As mentioned above, 2.7 million animals are euthanized each year due largely in part to not being adopted within the shelter's allotted time period. You could be the difference of life and death for an animal, which should be reason enough to adopt, but I will proceed anyway.
2. You can give an animal a second chance at life.
Your adopted animal will forever be appreciative of the opportunity you granted it by giving it the life it would not have had otherwise. Your pet will have experienced a life free of companionship, morning cuddles, random treats, walks in the park, cat-nip, and games of frisbee. With your help, they could have this life and they will always show their unwavering gratitude towards you because of it.
3. They come trained and ready to go!
You will not have to deal with potty-training a puppy, or litter-training a kitten. For the most part, your new pet will have already learned those basic skills. Some shelters even do on-site training programs to ensure a well behaved and disciplined animal upon adoption.

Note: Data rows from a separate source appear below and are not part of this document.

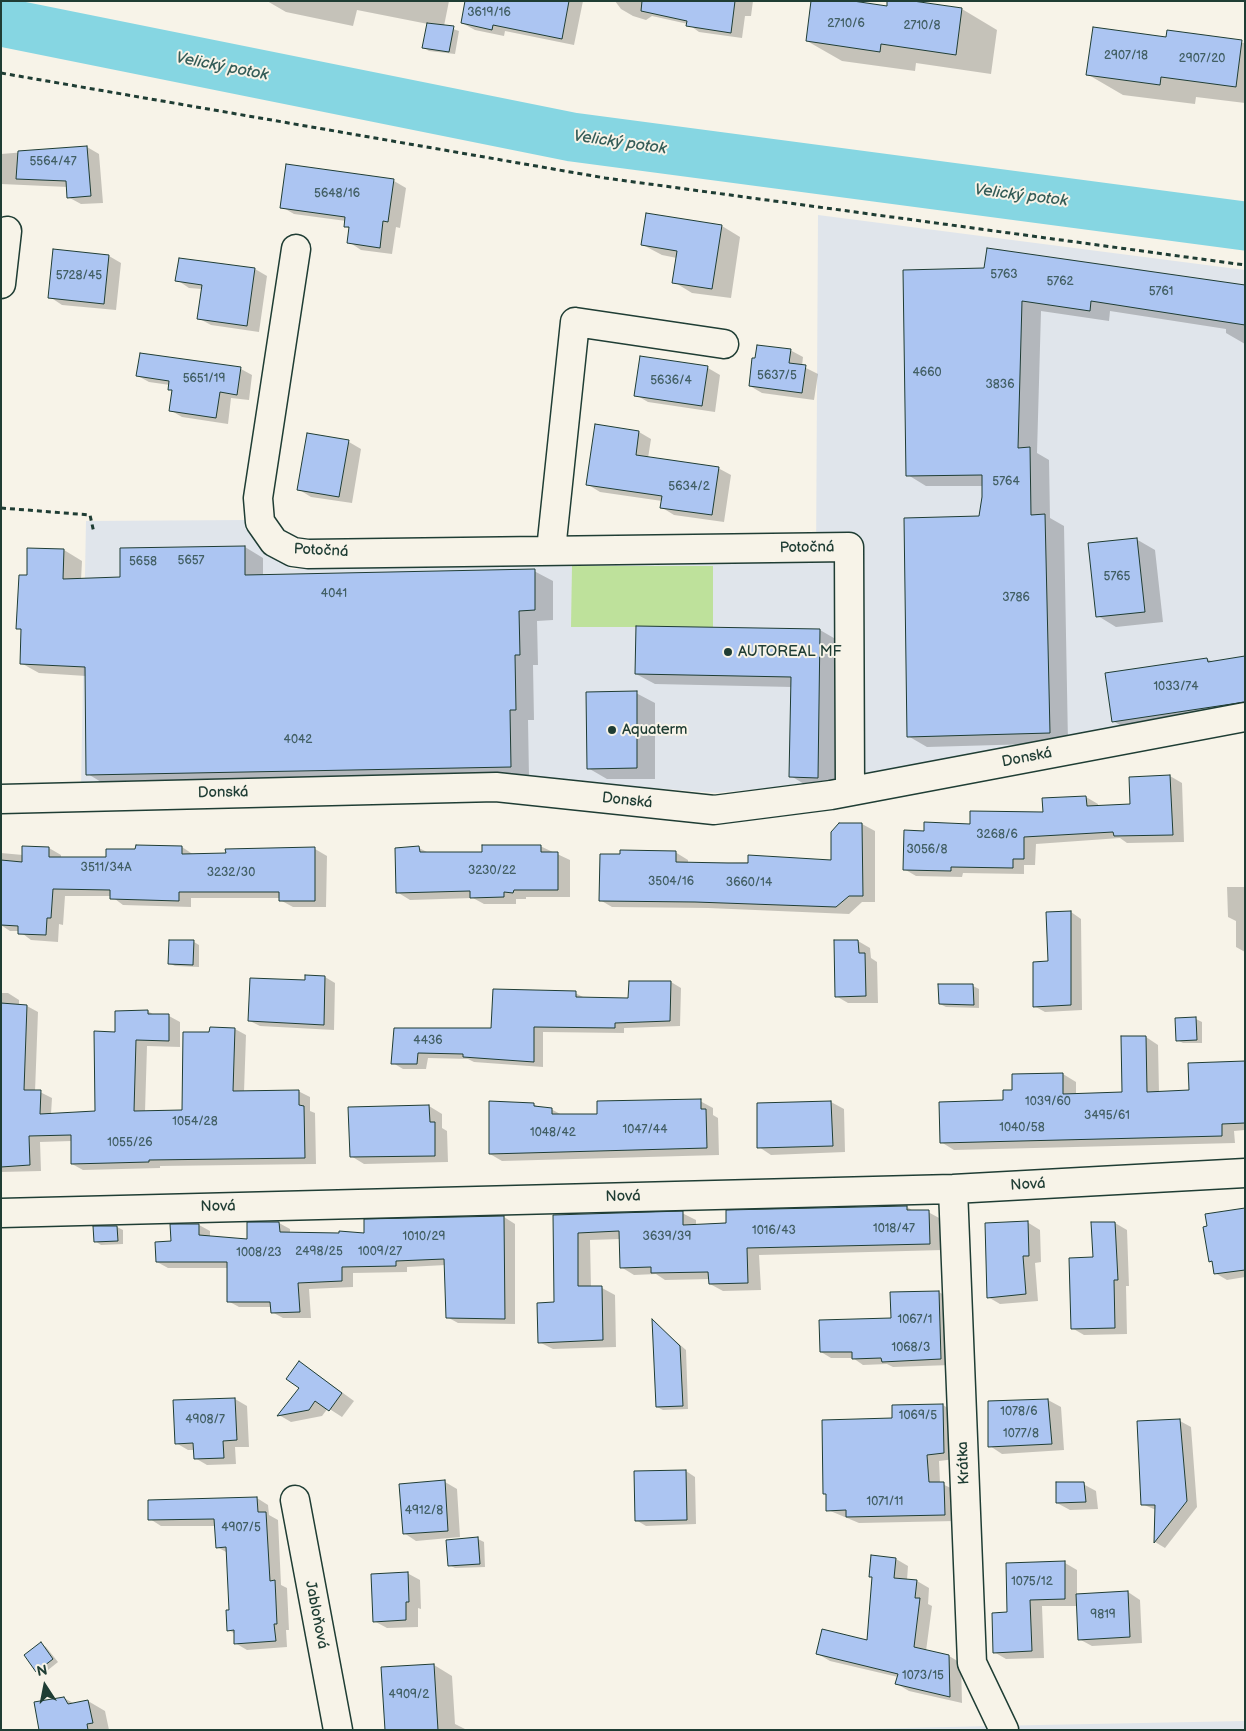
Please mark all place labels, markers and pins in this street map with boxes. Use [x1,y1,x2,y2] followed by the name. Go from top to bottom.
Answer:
[738,643,842,661] place label: AUTOREAL MF
[722,646,734,658] marker: AUTOREAL MF
[622,721,687,739] place label: Aquaterm
[606,724,618,736] marker: Aquaterm

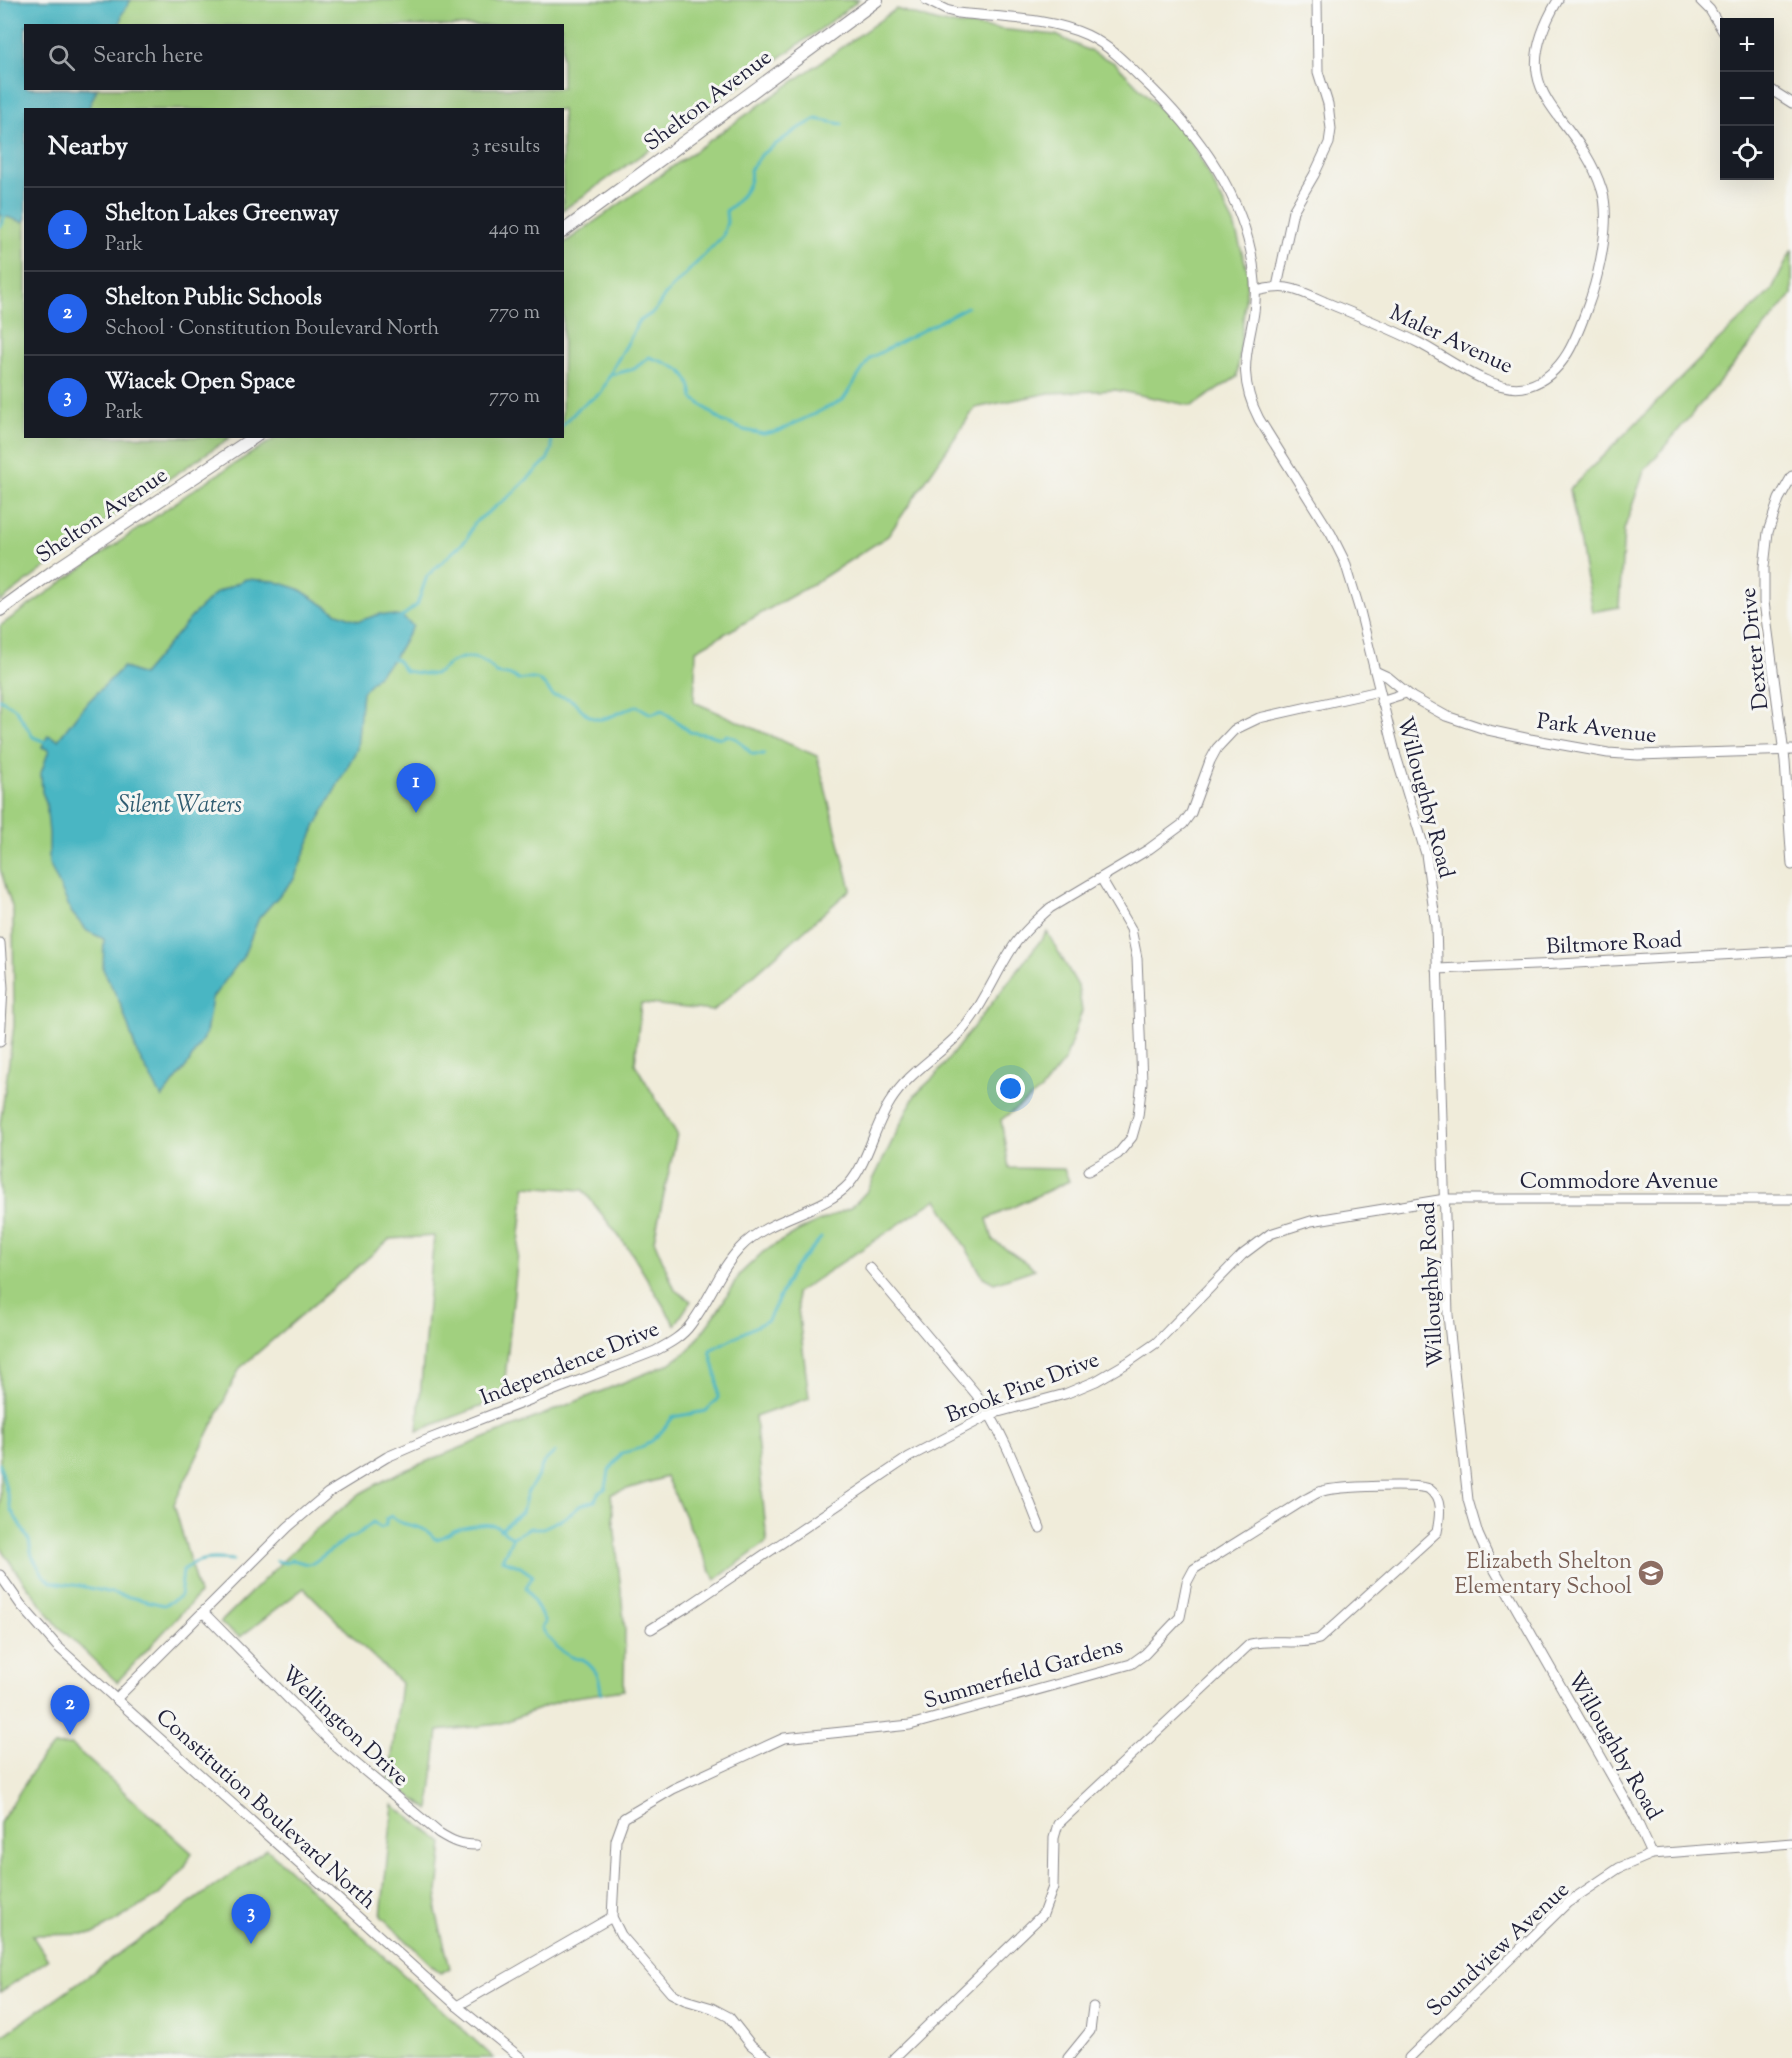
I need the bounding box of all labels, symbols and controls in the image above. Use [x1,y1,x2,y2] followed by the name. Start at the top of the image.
[1720,18,1774,180] map controls
[1720,18,1774,72] button: +
[24,24,564,90] search box
[45,41,78,74] icon: search
[93,41,203,73] text: Search here
[638,43,779,160] street label: Shelton Avenue
[1720,72,1774,126] button: −
[1720,126,1774,180] button: locate
[48,129,128,166] text: Nearby
[471,133,540,162] text: 3 results
[105,199,339,231] text: Shelton Lakes Greenway
[64,215,71,244] text: 1
[489,215,540,244] text: 440 m
[105,231,143,260] text: Park
[105,283,322,315] text: Shelton Public Schools
[1384,298,1518,383] street label: Maler Avenue
[63,299,72,328] text: 2
[489,299,540,328] text: 770 m
[105,315,439,344] text: School · Constitution Boulevard North
[105,367,295,399] text: Wiacek Open Space
[63,383,72,412] text: 3
[489,383,540,412] text: 770 m
[105,399,143,428] text: Park
[30,461,175,572] street label: Shelton Avenue
[1734,586,1778,711] street label: Dexter Drive
[1535,707,1658,753] street label: Park Avenue
[1387,713,1461,882] street label: Willoughby Road
[396,764,436,813] pin: 1
[118,789,242,823] water label: Silent Waters
[1545,925,1683,965] street label: Biltmore Road
[996,1074,1025,1103] your location
[1520,1167,1718,1199] street label: Commodore Avenue
[1413,1201,1453,1369] street label: Willoughby Road
[476,1314,664,1415] street label: Independence Drive
[942,1345,1104,1433] street label: Brook Pine Drive
[1455,1547,1632,1604] place label: Elizabeth Shelton Elementary School
[1636,1558,1666,1588] school or university icon: Elizabeth Shelton Elementary School
[921,1631,1127,1719] street label: Summerfield Gardens
[273,1659,415,1795] street label: Wellington Drive
[1558,1667,1669,1826] street label: Willoughby Road
[50,1686,90,1735] pin: 2
[148,1702,382,1918] street label: Constitution Boulevard North
[1420,1875,1578,2025] street label: Soundview Avenue
[232,1894,270,1944] pin: 3

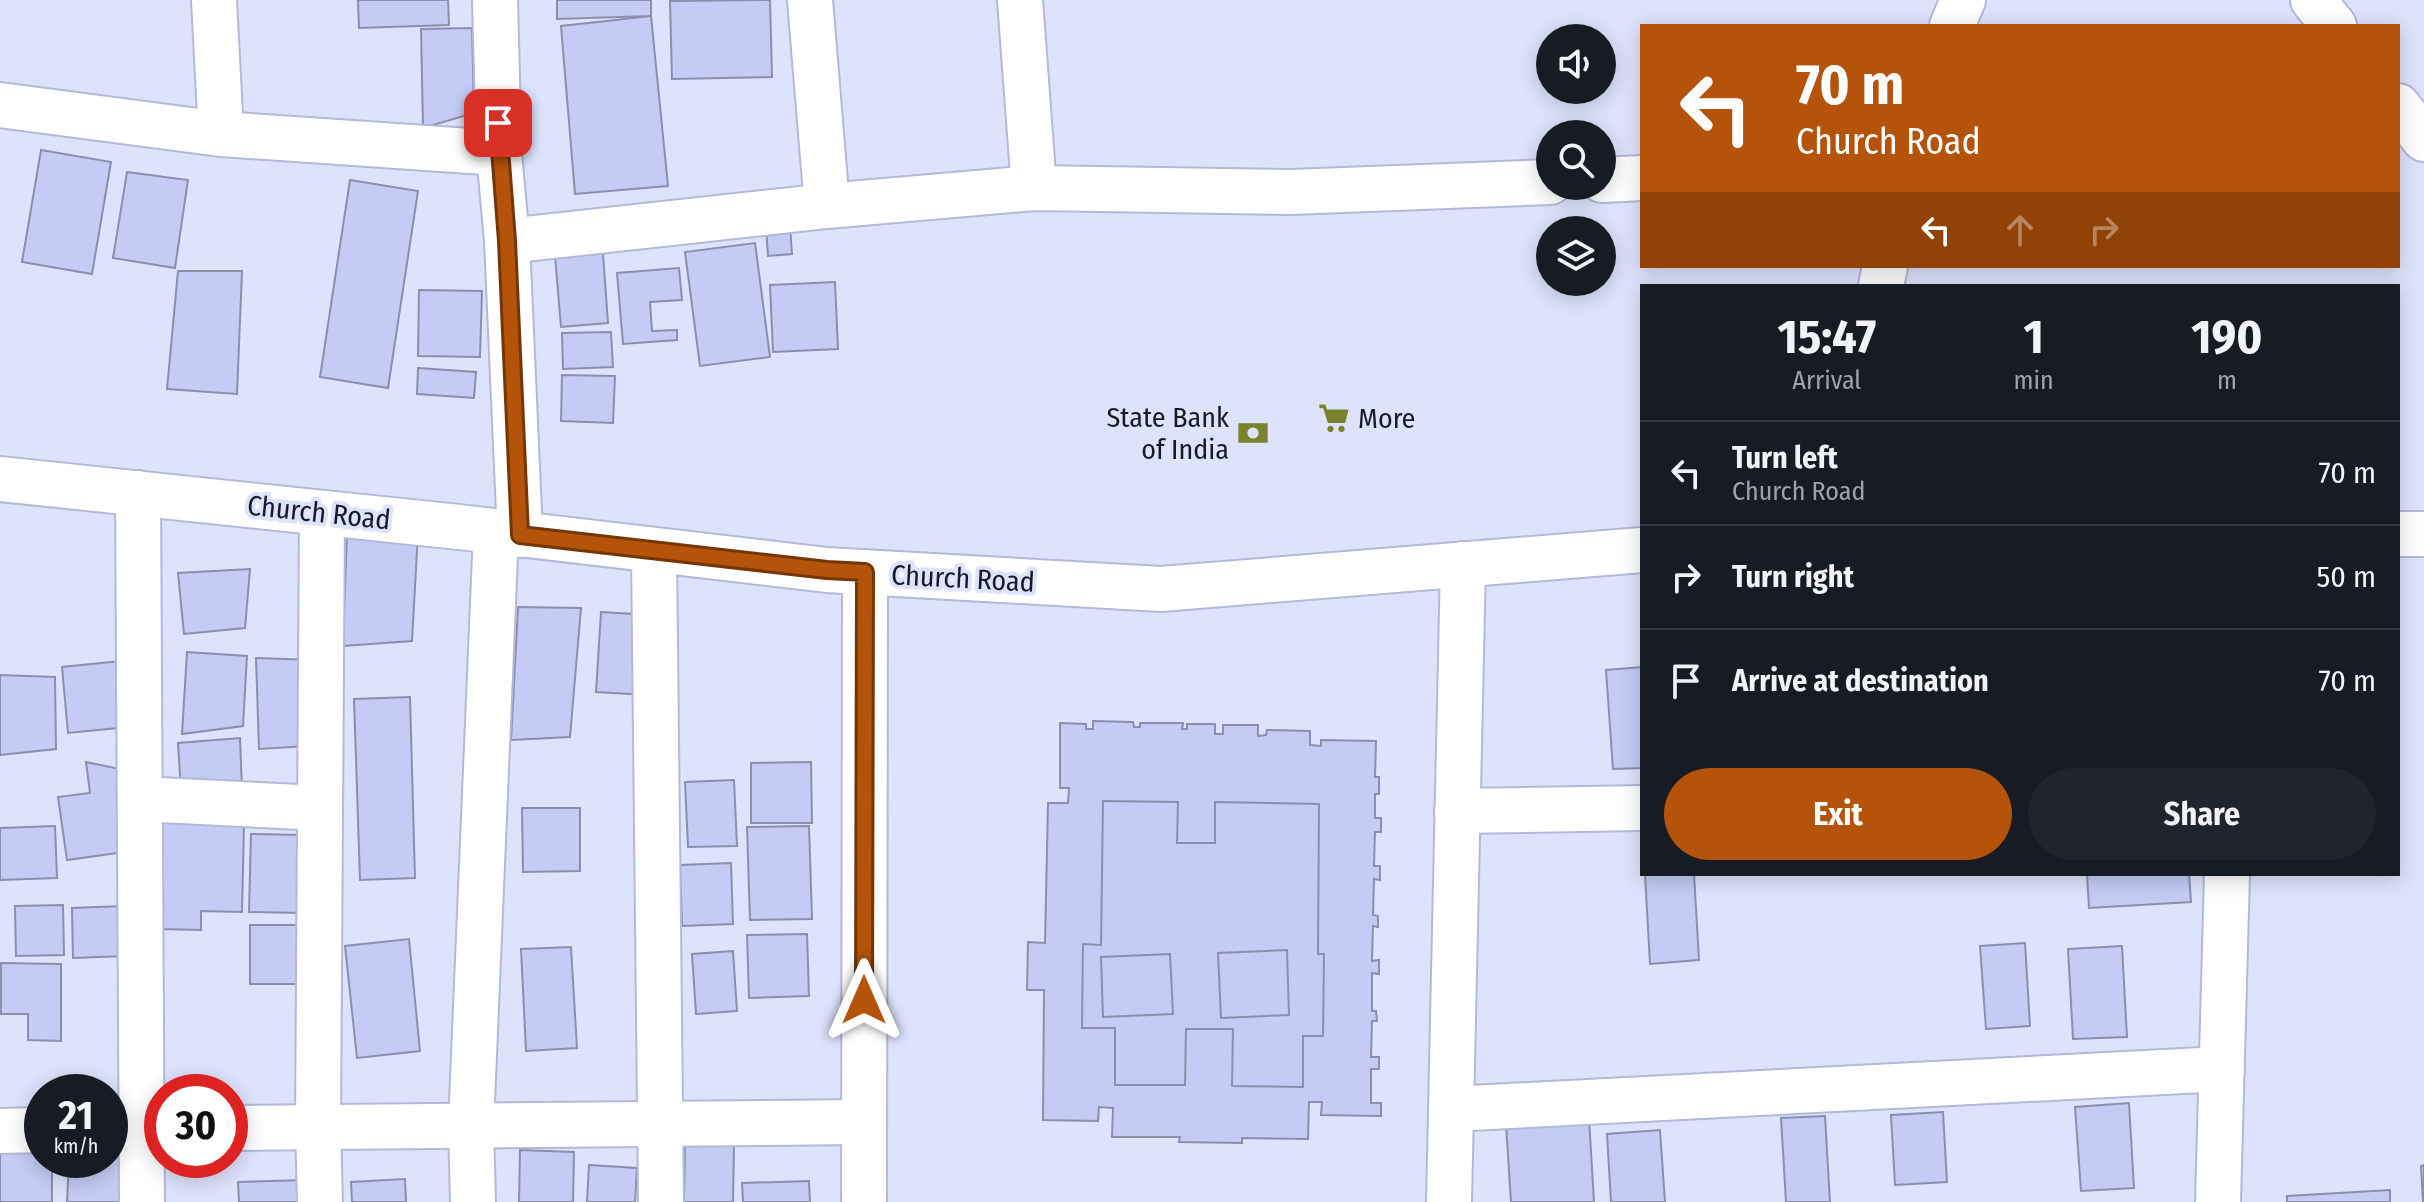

4. Adopting an animal is a LOT cheaper.
While you can end up paying $400-$1,000+ for a purebred animal from a breeder, you can pay as little as $100 in adoption fees when you choose to adopt.
*Disclaimer: You should never adopt an animal simply because it's affordable at that moment. Being a pet owner is not a cheap endeavor, so make sure a pet is something you can financially handle. On the other hand, a steep price tag should not deter able and willing pet owners from owning a pet. Adoption ensures that each pet is given a good home, as well as making it easier for great owners to attain a pet.
5. More adopted animals means more animals shelters and rescues can take in.
Turning away an animal is not something shelters and rescues like to do, but when shelters are filled to capacity, and fosters are maxed out as well, it can be a reality. The more animals adopted, the more animals a shelter or rescue can help. And with rising rates of animal overpopulation, particularly as it pertains to cats, there are many animals that could benefit from shelters and rescues. Currently, an estimated 70 million stray cats live in the United States. So not only are you helping one animal by adopting, but you're helping the next animal that will come in its place.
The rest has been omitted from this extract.